* _YOUR ASSIGNMENT_: Count the lines in the records below that contain the word "Elevation", and reply with only that number.

□ □ □ □ □ □ □

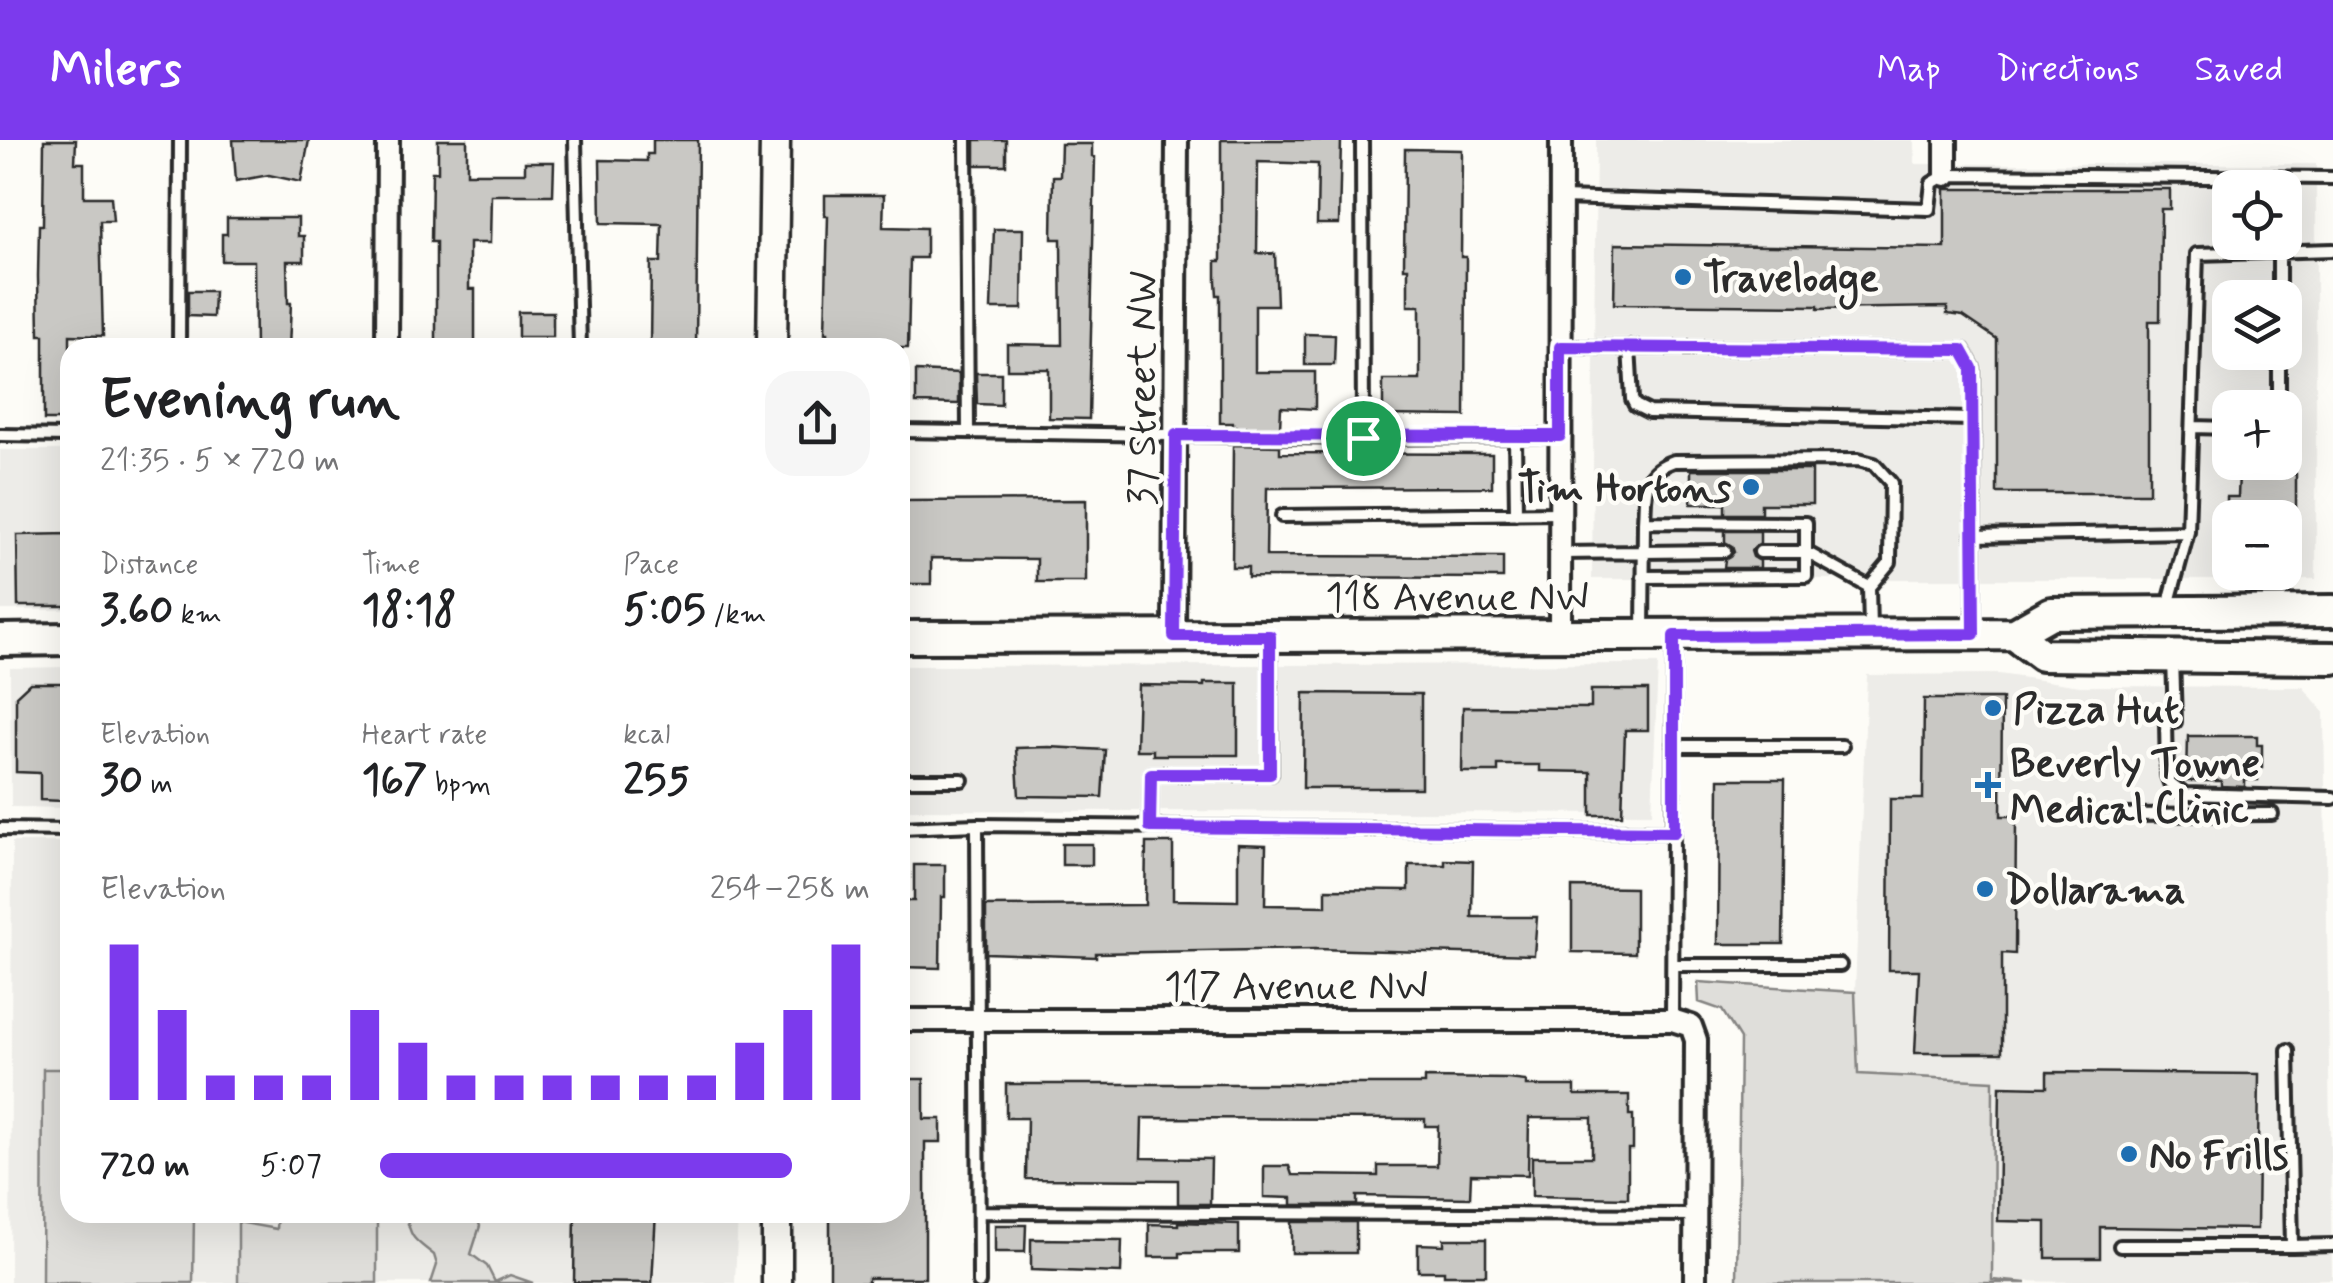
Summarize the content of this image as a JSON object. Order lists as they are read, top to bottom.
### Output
{
  "streets": {
    "main road": ["118 Avenue NW"],
    "street": ["37 Street NW", "117 Avenue NW"]
  },
  "crossings": [
    ["37 Street NW", "118 Avenue NW"]
  ],
  "places": {
    "other": [
      "Travelodge",
      "Tim Hortons",
      "Pizza Hut",
      "Dollarama",
      "No Frills"
    ],
    "health": ["Beverly Towne Medical Clinic"]
  },
  "page": {
    "header": "Milers",
    "nav": ["Map", "Directions", "Saved"],
    "map_buttons": ["+", "−"],
    "heading": ["Evening run", "21:35 · 5 × 720 m"],
    "stats": [
      ["Distance", "3.60 km"],
      ["Time", "18:18"],
      ["Pace", "5:05 /km"],
      ["Elevation", "30 m"],
      ["Heart rate", "167 bpm"],
      ["kcal", "255"]
    ],
    "chart": ["Elevation", "254–258 m"],
    "list": [
      {
        "name": "720 m",
        "note": "5:07"
      }
    ]
  }
}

□ □ □ □ □ □ □

* _ANSWER SPACE_: 2